== Input data ==

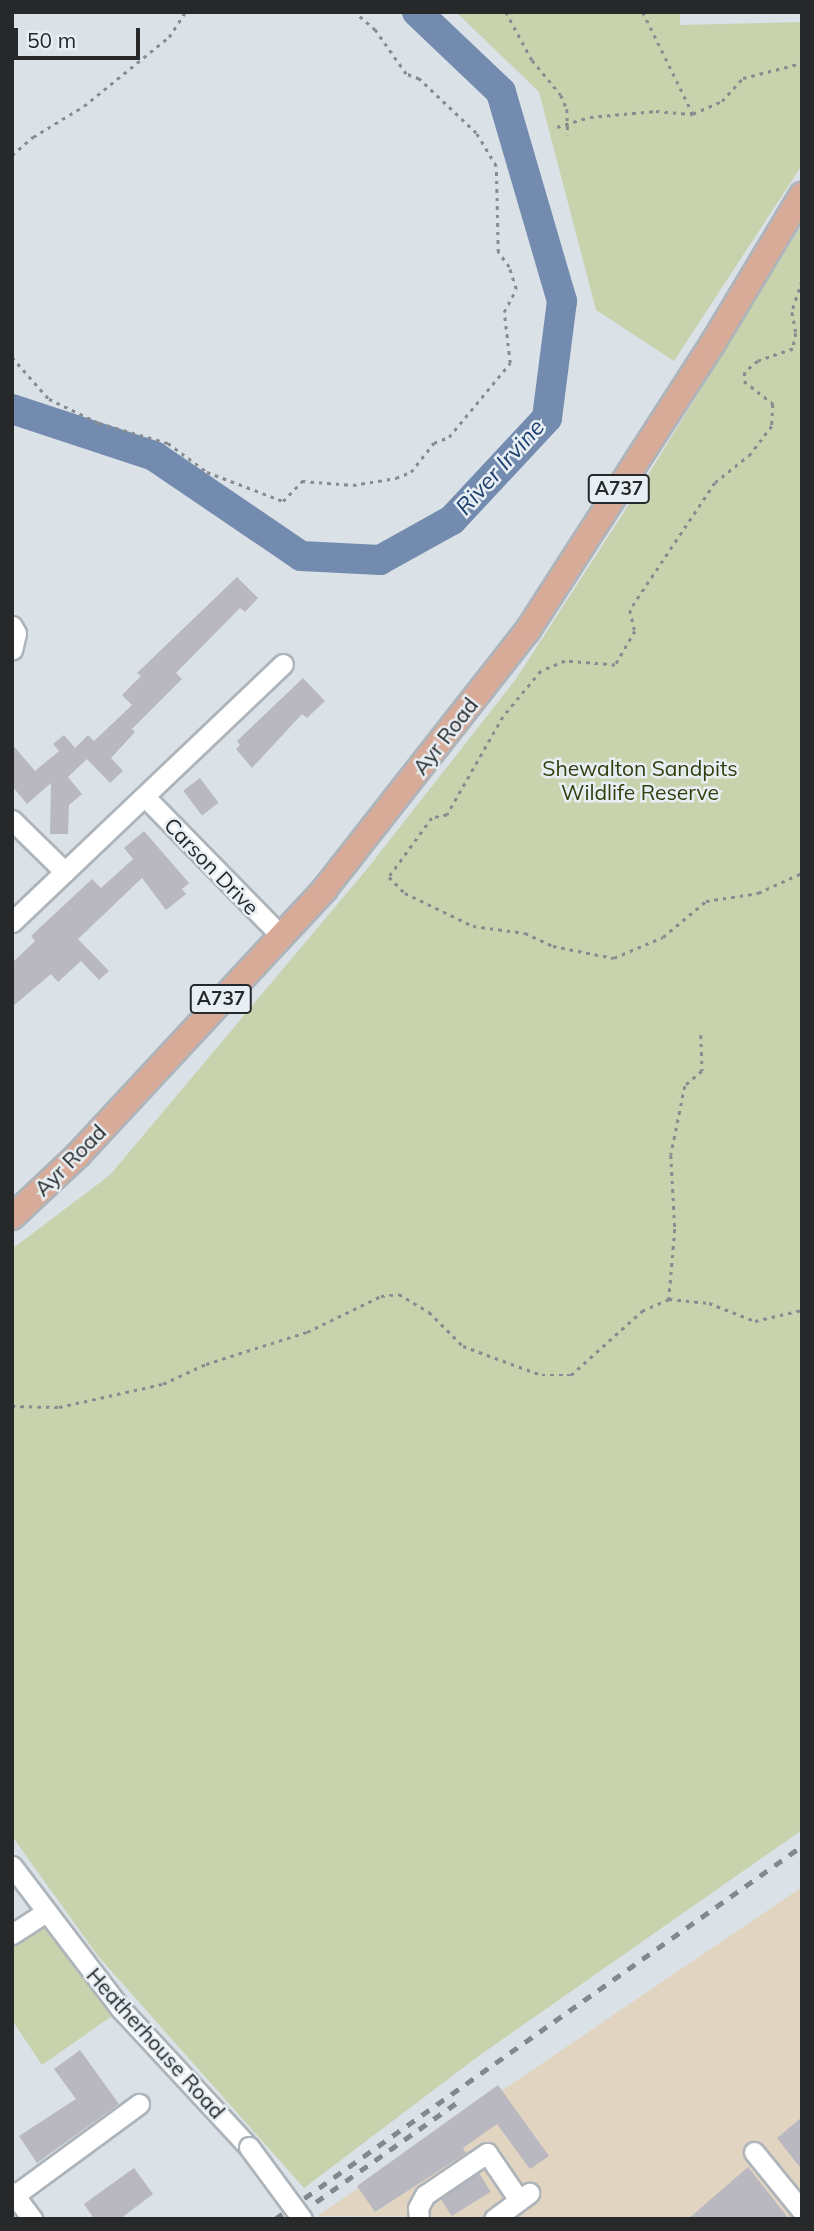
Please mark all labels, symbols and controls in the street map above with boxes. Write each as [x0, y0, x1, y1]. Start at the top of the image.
scale bar [18, 14, 144, 58]
text: 50 m [27, 27, 76, 53]
water label: River Irvine [450, 414, 550, 520]
road number: A737 [588, 474, 650, 504]
street label: Ayr Road [407, 693, 483, 779]
park label: Shewalton Sandpits Wildlife Reserve [542, 755, 738, 805]
street label: Carson Drive [159, 812, 265, 920]
road number: A737 [190, 984, 252, 1015]
street label: Ayr Road [29, 1119, 111, 1201]
street label: Heatherhouse Road [82, 1962, 230, 2124]

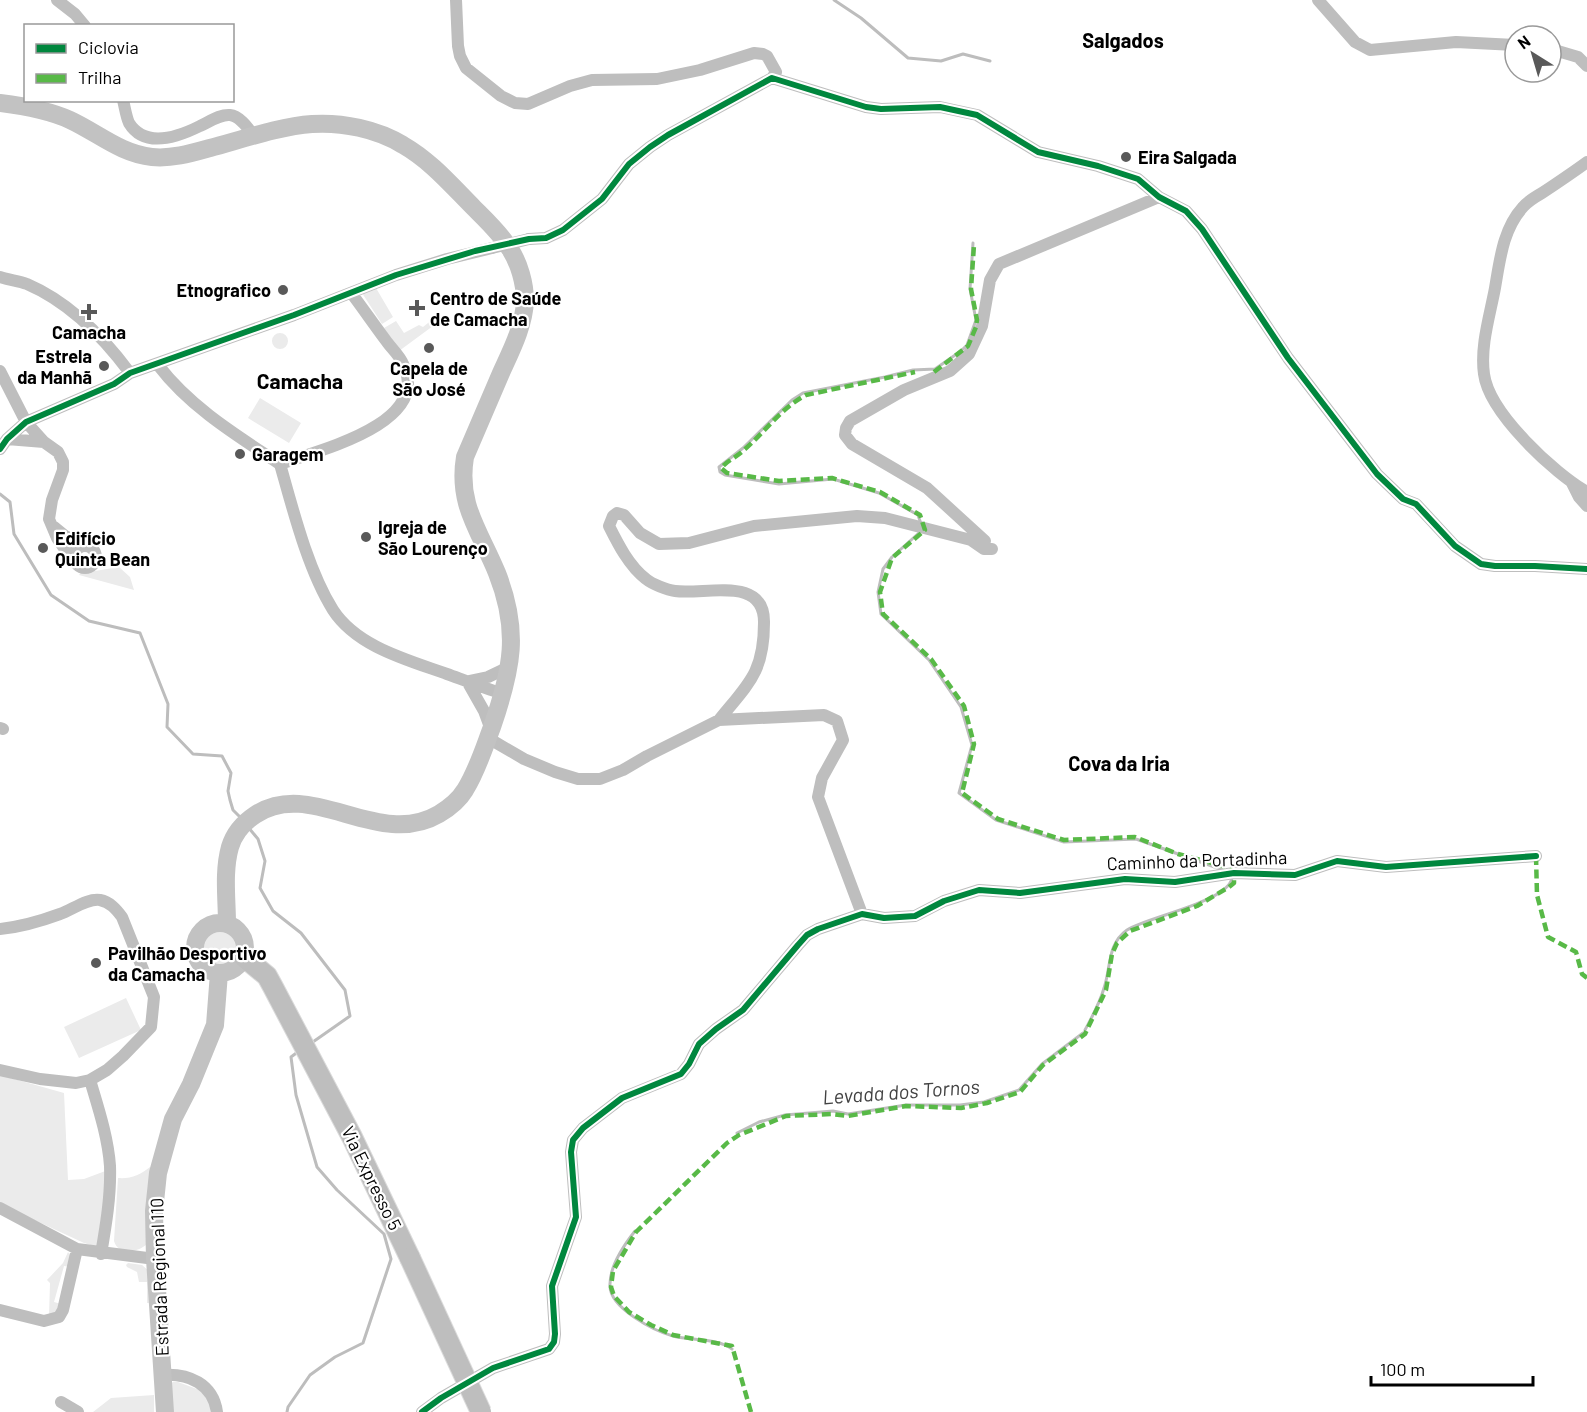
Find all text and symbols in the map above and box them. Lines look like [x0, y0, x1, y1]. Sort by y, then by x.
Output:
legend [24, 24, 234, 102]
north arrow [1503, 24, 1563, 84]
district label: Salgados [1082, 28, 1164, 52]
text: N [1514, 31, 1534, 52]
text: Ciclovia [78, 36, 139, 58]
text: Trilha [78, 66, 122, 88]
place label: Eira Salgada [1138, 146, 1237, 168]
marker: Eira Salgada [1119, 150, 1133, 164]
place label: Etnografico [176, 279, 271, 301]
marker: Etnografico [276, 283, 290, 297]
place label: Centro de Saúde de Camacha [430, 287, 561, 330]
marker: Centro de Saúde de Camacha [408, 299, 426, 317]
marker: Camacha [82, 305, 96, 319]
place label: Camacha [52, 321, 126, 343]
marker: Capela de São José [422, 341, 436, 355]
place label: Estrela da Manhã [17, 345, 92, 388]
place label: Capela de São José [390, 357, 468, 400]
marker: Estrela da Manhã [97, 359, 111, 373]
district label: Camacha [257, 368, 343, 393]
place label: Garagem [252, 443, 324, 465]
marker: Garagem [233, 447, 247, 461]
place label: Igreja de São Lourenço [378, 516, 488, 559]
place label: Edifício Quinta Bean [55, 527, 150, 570]
marker: Igreja de São Lourenço [359, 530, 373, 544]
marker: Edifício Quinta Bean [36, 541, 50, 555]
district label: Cova da Iria [1068, 751, 1170, 775]
street label: Caminho da Portadinha [1106, 846, 1288, 874]
place label: Pavilhão Desportivo da Camacha [108, 942, 266, 985]
marker: Pavilhão Desportivo da Camacha [89, 956, 103, 970]
water label: Levada dos Tornos [822, 1074, 980, 1108]
street label: Via Expresso 5 [337, 1122, 407, 1234]
street label: Estrada Regional 110 [145, 1197, 173, 1357]
scale bar [1371, 1349, 1533, 1387]
text: 100 m [1380, 1358, 1425, 1380]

===

What is needed is every record above printed exactly, with no pictures.

Response below
Please mark all labels, symbols and controls in the street map above with boxes. Write each as [x0, y0, x1, y1]. Start at the top of the image.
scale bar [18, 14, 144, 58]
text: 50 m [27, 27, 76, 53]
water label: River Irvine [450, 414, 550, 520]
road number: A737 [588, 474, 650, 504]
street label: Ayr Road [407, 693, 483, 779]
park label: Shewalton Sandpits Wildlife Reserve [542, 755, 738, 805]
street label: Carson Drive [159, 812, 265, 920]
road number: A737 [190, 984, 252, 1015]
street label: Ayr Road [29, 1119, 111, 1201]
street label: Heatherhouse Road [82, 1962, 230, 2124]

Find all text and symbols in the map above and box them. Lines look like [x0, y0, x1, y1]. Sort by y, then by x.
Output:
legend [24, 24, 234, 102]
north arrow [1503, 24, 1563, 84]
district label: Salgados [1082, 28, 1164, 52]
text: N [1514, 31, 1534, 52]
text: Ciclovia [78, 36, 139, 58]
text: Trilha [78, 66, 122, 88]
place label: Eira Salgada [1138, 146, 1237, 168]
marker: Eira Salgada [1119, 150, 1133, 164]
place label: Etnografico [176, 279, 271, 301]
marker: Etnografico [276, 283, 290, 297]
place label: Centro de Saúde de Camacha [430, 287, 561, 330]
marker: Centro de Saúde de Camacha [408, 299, 426, 317]
marker: Camacha [82, 305, 96, 319]
place label: Camacha [52, 321, 126, 343]
marker: Capela de São José [422, 341, 436, 355]
place label: Estrela da Manhã [17, 345, 92, 388]
place label: Capela de São José [390, 357, 468, 400]
marker: Estrela da Manhã [97, 359, 111, 373]
district label: Camacha [257, 368, 343, 393]
place label: Garagem [252, 443, 324, 465]
marker: Garagem [233, 447, 247, 461]
place label: Igreja de São Lourenço [378, 516, 488, 559]
place label: Edifício Quinta Bean [55, 527, 150, 570]
marker: Igreja de São Lourenço [359, 530, 373, 544]
marker: Edifício Quinta Bean [36, 541, 50, 555]
district label: Cova da Iria [1068, 751, 1170, 775]
street label: Caminho da Portadinha [1106, 846, 1288, 874]
place label: Pavilhão Desportivo da Camacha [108, 942, 266, 985]
marker: Pavilhão Desportivo da Camacha [89, 956, 103, 970]
water label: Levada dos Tornos [822, 1074, 980, 1108]
street label: Via Expresso 5 [337, 1122, 407, 1234]
street label: Estrada Regional 110 [145, 1197, 173, 1357]
scale bar [1371, 1349, 1533, 1387]
text: 100 m [1380, 1358, 1425, 1380]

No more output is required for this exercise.